## EXERCISE AIM
Where "limit" occurs in a line of the entries below, copy that line.

Dataset records:
____________
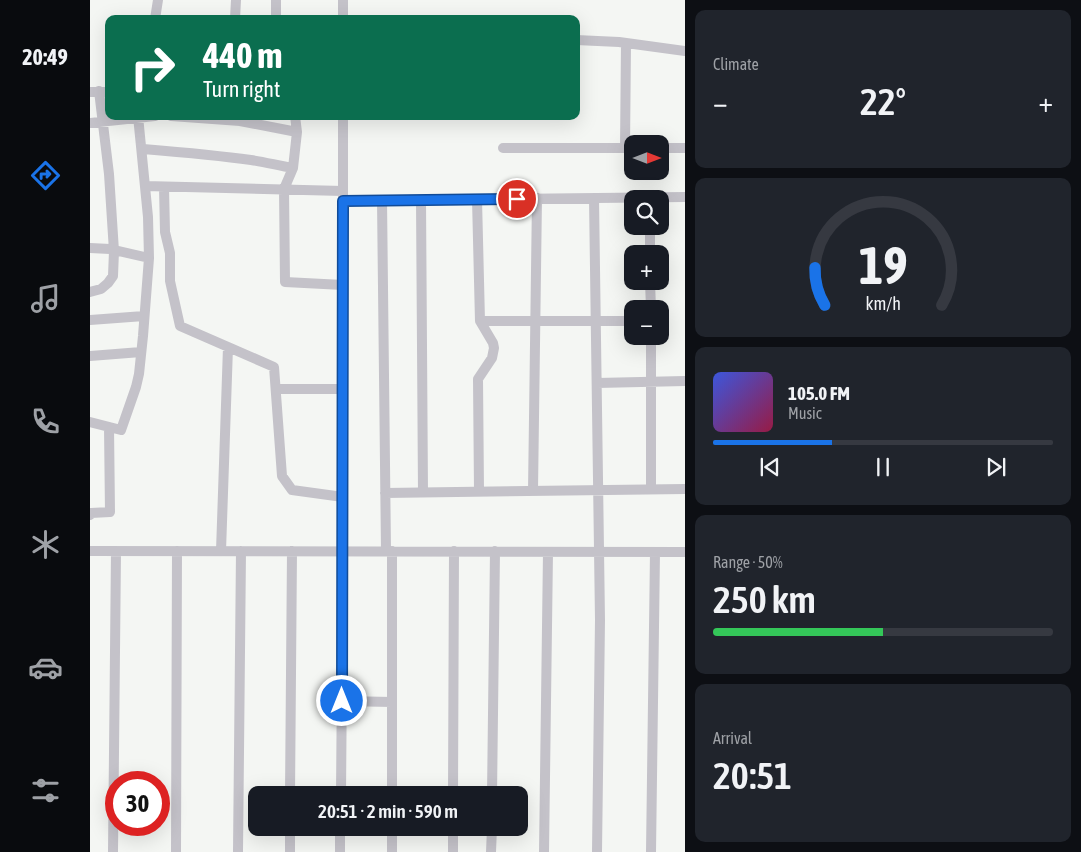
<!DOCTYPE html>
<meta charset="utf-8">
<style>
:root{--surface:#171b24;--page:#20242c;--text:#f1f3f6;--muted:#9ea1a6;--line:#363941;--accent:#1a73e8}
body{margin:0;font-family:"Asap Condensed",sans-serif;background:var(--page);color:var(--text);height:100vh;display:flex;flex-direction:column;font-size:19px;white-space:nowrap}
*{box-sizing:border-box;margin:0}
p{font-size:16px;color:var(--muted)}
.icon{flex:none;width:28px;height:28px;fill:none;stroke:currentColor;stroke-width:2;stroke-linecap:round;stroke-linejoin:round}
.map{position:relative;flex:1;overflow:hidden}
.drawer{display:flex;flex-direction:column;gap:10px;padding:10px;background:#0d0f14;width:396px}
.drawer>*{flex:none}
.top-card{position:absolute;left:15px;top:15px;width:475px;height:105px;border-radius:10px;box-shadow:0 5px 20px #0002;background:#0b6e4f;color:#fff;overflow:hidden}
.needle{width:32px;rotate:90deg}
.tools{position:absolute;left:534px;top:135px;display:grid;gap:10px}
.tools a{display:grid;place-items:center;width:45px;height:45px;border-radius:10px;background:var(--surface);box-shadow:0 5px 20px #0002;font-size:25px}
.speed{position:absolute;left:15px;top:771px;display:flex;gap:10px;font-size:25px;font-weight:700;text-align:center}
.speed>*{display:grid;place-content:center;width:65px;height:65px;border-radius:50%;background:var(--surface);box-shadow:0 5px 20px #0002;line-height:1}
.speed .limit{border:8px solid #d22;background:#fff;color:#111}
.pin{position:absolute;display:grid;place-items:center;width:42px;height:42px;color:#fff;margin:-21px;border:2px solid #fff;border-radius:50%;box-shadow:0 1px 5px #0007}
.me{position:absolute;width:55px;margin:-28px;rotate:0deg;stroke-linejoin:round;filter:drop-shadow(0 0 4px #0008)}
.turn{display:flex;align-items:center;gap:18px;height:105px;padding:0 15px;font-size:22px}
.turn .icon{width:65px;height:65px;stroke-width:2.5}
.turn b{display:block;font-size:35px;line-height:42px}
.big{font-size:38px;font-weight:600;line-height:1.1}
.drawer .tile{flex:1;display:flex;flex-direction:column;justify-content:center;gap:8px;min-width:0;padding:0 18px;border-radius:10px;background:var(--page)}
.drawer .dial{align-items:center;gap:0}
.dial svg{height:130px;overflow:visible;fill:none;stroke:var(--line);stroke-width:7;stroke-linecap:round;text-anchor:middle}
.dial text{fill:var(--text);stroke:none}
.song{display:flex;align-items:center;gap:15px}
.cover{width:60px;height:60px;border-radius:8px;background:linear-gradient(135deg,hsl(230 70% 55%),hsl(340 70% 35%))}
.played{height:5px;border-radius:2px;background:linear-gradient(90deg,var(--accent) 35%,var(--line) 35%)}
.keys{display:flex;justify-content:space-around;direction:ltr}
.heat{display:flex;justify-content:space-between;align-items:center;font-size:28px;direction:ltr}
.charge{height:8px;border-radius:4px;background:linear-gradient(90deg,#34c759 50%,var(--line) 0)}
.trip{position:absolute;left:158px;top:786px;width:280px;height:50px;border-radius:10px;background:var(--surface);box-shadow:0 5px 20px #0002;font-weight:600;line-height:50px;text-align:center}
main{display:flex;flex:1;min-height:0}
.dock{display:flex;flex-direction:column;width:90px;justify-content:space-around;align-items:center;background:#090b0e;color:var(--muted)}
.dock .icon{width:35px;height:35px}
.dock .active{color:var(--accent)}
.dock b{font-size:22px;color:var(--text)}
.map>svg:first-child{display:block}
.lines{fill:none;stroke-linecap:round;stroke-linejoin:round}
.minor{stroke:#c4c2c9;stroke-width:10}
.route-casing{stroke:#114b97;stroke-width:12}
.route{stroke:#1a73e8;stroke-width:9}
</style>
<main>
<nav class="dock">
<b>20:49</b>
<svg class="icon active" aria-label="directions" viewBox="0 0 24 24"><path d="M12 3l9 9-9 9-9-9zM9 14v-3h6M13 9l2 2-2 2"/></svg>
<svg class="icon" aria-label="music" viewBox="0 0 24 24"><path d="M9 18V5l10-2v13"/><circle cx="6" cy="18" r="3"/><circle cx="16" cy="16" r="3"/></svg>
<svg class="icon" aria-label="phone" viewBox="0 0 24 24"><path d="M5 4h4l2 5-3 2q2 4 5 5l2-3 5 2v4C11 20 4 13 5 4z"/></svg>
<svg class="icon" aria-label="climate" viewBox="0 0 24 24"><path d="M12 3v18M4 7l16 10M4 17L20 7"/></svg>
<svg class="icon" aria-label="car" viewBox="0 0 24 24"><path d="M5 17H2v-5l4-1 3-4h7l3 4 3 1v5h-3M9 17h6M6 11h13"/><circle cx="7" cy="17" r="2"/><circle cx="17" cy="17" r="2"/></svg>
<svg class="icon" aria-label="filters" viewBox="0 0 24 24"><path d="M4 7h16M4 17h16"/><circle cx="9" cy="7" r="2"/><circle cx="15" cy="17" r="2"/></svg>
</nav>
<div class="map">
<svg width="595" height="852" viewBox="0 0 595 852">
<rect width="100%" height="100%" fill="#f4f6f3"/>
<g class="lines">
<path class="minor" d="M186,0V19
M253,0V19
M65,19L68,0
M145,19L146,0
M486,40L529,42L595,51
M0,92H19
M81,116L150,121L207,132L205,116
M0,123L65,116
M413,148H542
M535,148L536,43
M570,148H595
M53,149C89,152 125,155 161,160C176,162 189,166 203,168L207,132
M203,168L194,189L195,282L253,285
M55,186L253,191
M74,187L75,232L80,253V281L90,326L184,367L192,476L202,490L253,497
M504,198L510,620L507,852
M387,199L390,321L403,343L404,348L402,358L388,379L389,491
M292,200L296,551
M331,200L333,492
M253,201L595,197
M560,226V254
M0,248L20,249L59,258
M560,281L561,309
M0,292L11,289L18,283L23,276L24,251L19,174L9,91
M0,320L54,316
M390,321H542
M561,336V489
M0,356L51,352
M507,383L595,381
M186,389H253
M0,422L31,430L46,387L49,374L53,336L59,258L58,217L48,116
M443,491L447,198
M295,493L595,489
M0,515L1,513L20,512L19,427
M0,551L595,552
M131,551L138,347
M252,701L302,702
M200,795L202,551
M251,795L253,551V116
M302,795V551
M363,795L364,551
M402,795L405,551
M23,852L26,551
M86,852L87,551
M148,852L151,551
M200,852V828
M250,852V828
M302,852V828
M363,852V828
M401,852L402,828
M454,852L458,552
M561,852L565,552"/>
</g>
<g class="lines">
<defs>
<path id="route" d="M252,701L253,201L427,199"/>
</defs>
<use href="#route" class="route-casing"/>
<use href="#route" class="route"/>
</g>
</svg>
<div class="tools">
<a><svg class="needle" viewBox="-14 -14 28 28"><path d="M0-13l5 13h-10z" fill="#e53935"/><path d="M0 13l5-13h-10z" fill="#9ea1a6"/></svg></a>
<a><svg class="icon" aria-label="search" viewBox="0 0 24 24"><circle cx="10" cy="10" r="6"/><path d="M15 15l6 6"/></svg></a>
<a>+</a>
<a>−</a>
</div>
<div class="speed"><div class="limit">30</div></div>
<div class="pin" style="left:427px;top:199px;background:#d93025"><svg class="icon" aria-label="arrive" viewBox="0 0 24 24"><path d="M6 21V4h12l-3 4 3 4H6"/></svg></div>
<svg class="me" style="left:252px;top:701px" viewBox="-20 -20 40 40"><circle r="17" fill="#1a73e8" stroke="#fff" stroke-width="3"/><path d="M0-11L8 9 0 5-8 9z" fill="#fff"/></svg>
<div class="trip">20:51 · 2 min · 590 m</div>
<div class="top-card">
<div class="turn"><svg class="icon" aria-label="right" viewBox="0 0 24 24"><path d="M7 20v-9h11M14 6l5 5-5 5"/></svg><div><b>440 m</b>Turn right</div></div>
</div>
</div>
<section class="drawer">
<div class="tile"><p>Climate</p>
<div class="heat"><a>−</a><b class="big">22°</b><a>+</a></div>
</div>
<div class="tile dial"><svg viewBox="0 0 100 80">
<path d="M14 69A42 42 0 1 1 86 69"/>
<path d="M14 69A42 42 0 0 1 8 46" stroke="#1a73e8"/>
<text x="50" y="56" font-size="32" font-weight="700">19</text>
<text x="50" y="72" font-size="11">km/h</text>
</svg></div>
<div class="tile">
<div class="song"><i class="cover"></i><div><b>105.0 FM</b><p>Music</p></div></div>
<div class="played"></div>
<div class="keys"><svg class="icon" aria-label="previous" viewBox="0 0 24 24"><path d="M18 5L8 12l10 7zM5 5v14"/></svg><svg class="icon" aria-label="pause" viewBox="0 0 24 24"><path d="M8 5v14M16 5v14"/></svg><svg class="icon" aria-label="next" viewBox="0 0 24 24"><path d="M6 5l10 7-10 7zM19 5v14"/></svg></div>
</div>
<div class="tile"><p>Range · 50%</p><b class="big">250 km</b><div class="charge"></div></div>
<div class="tile"><p>Arrival</p><b class="big">20:51</b></div>
</section>
</main>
____________
## EXERCISE OUTPUT
.speed .limit{border:8px solid #d22;background:#fff;color:#111}
<div class="speed"><div class="limit">30</div></div>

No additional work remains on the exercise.